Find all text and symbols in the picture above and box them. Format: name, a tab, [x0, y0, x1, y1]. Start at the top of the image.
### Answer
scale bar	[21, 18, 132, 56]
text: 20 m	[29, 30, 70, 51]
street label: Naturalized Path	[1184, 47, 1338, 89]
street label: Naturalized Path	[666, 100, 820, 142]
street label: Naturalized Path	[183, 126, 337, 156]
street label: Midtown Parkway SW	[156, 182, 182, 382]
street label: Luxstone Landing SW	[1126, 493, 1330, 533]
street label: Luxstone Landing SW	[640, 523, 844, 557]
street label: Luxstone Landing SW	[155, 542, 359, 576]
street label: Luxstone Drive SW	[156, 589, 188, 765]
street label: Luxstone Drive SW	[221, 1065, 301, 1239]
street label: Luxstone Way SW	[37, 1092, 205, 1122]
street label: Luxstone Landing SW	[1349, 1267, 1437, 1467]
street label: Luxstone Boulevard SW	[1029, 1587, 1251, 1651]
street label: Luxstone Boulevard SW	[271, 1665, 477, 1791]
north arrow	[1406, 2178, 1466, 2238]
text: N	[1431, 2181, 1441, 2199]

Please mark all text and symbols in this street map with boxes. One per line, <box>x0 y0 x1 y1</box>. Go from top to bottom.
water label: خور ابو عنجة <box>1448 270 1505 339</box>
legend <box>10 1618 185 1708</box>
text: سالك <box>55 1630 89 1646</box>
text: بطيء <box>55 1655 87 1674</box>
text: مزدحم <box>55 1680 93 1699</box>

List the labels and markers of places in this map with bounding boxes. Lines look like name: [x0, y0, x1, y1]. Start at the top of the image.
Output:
________
What to do: Copy each entry exactly, with nothing added or dropped.

Reply to the exercise:
Find all text and symbols in the picture above and box them. Format: name, a tab, [x0, y0, x1, y1]. Start at the top of the image.
### Answer
scale bar	[21, 18, 132, 56]
text: 20 m	[29, 30, 70, 51]
street label: Naturalized Path	[1184, 47, 1338, 89]
street label: Naturalized Path	[666, 100, 820, 142]
street label: Naturalized Path	[183, 126, 337, 156]
street label: Midtown Parkway SW	[156, 182, 182, 382]
street label: Luxstone Landing SW	[1126, 493, 1330, 533]
street label: Luxstone Landing SW	[640, 523, 844, 557]
street label: Luxstone Landing SW	[155, 542, 359, 576]
street label: Luxstone Drive SW	[156, 589, 188, 765]
street label: Luxstone Drive SW	[221, 1065, 301, 1239]
street label: Luxstone Way SW	[37, 1092, 205, 1122]
street label: Luxstone Landing SW	[1349, 1267, 1437, 1467]
street label: Luxstone Boulevard SW	[1029, 1587, 1251, 1651]
street label: Luxstone Boulevard SW	[271, 1665, 477, 1791]
north arrow	[1406, 2178, 1466, 2238]
text: N	[1431, 2181, 1441, 2199]

Please mark all text and symbols in this street map with boxes. One per line, <box>x0 y0 x1 y1</box>. Go from top to bottom.
water label: خور ابو عنجة <box>1448 270 1505 339</box>
legend <box>10 1618 185 1708</box>
text: سالك <box>55 1630 89 1646</box>
text: بطيء <box>55 1655 87 1674</box>
text: مزدحم <box>55 1680 93 1699</box>

List the labels and markers of places in this map with bounding boxes. Lines look like name: [x0, y0, x1, y1]. Start at the top of the image.
Output:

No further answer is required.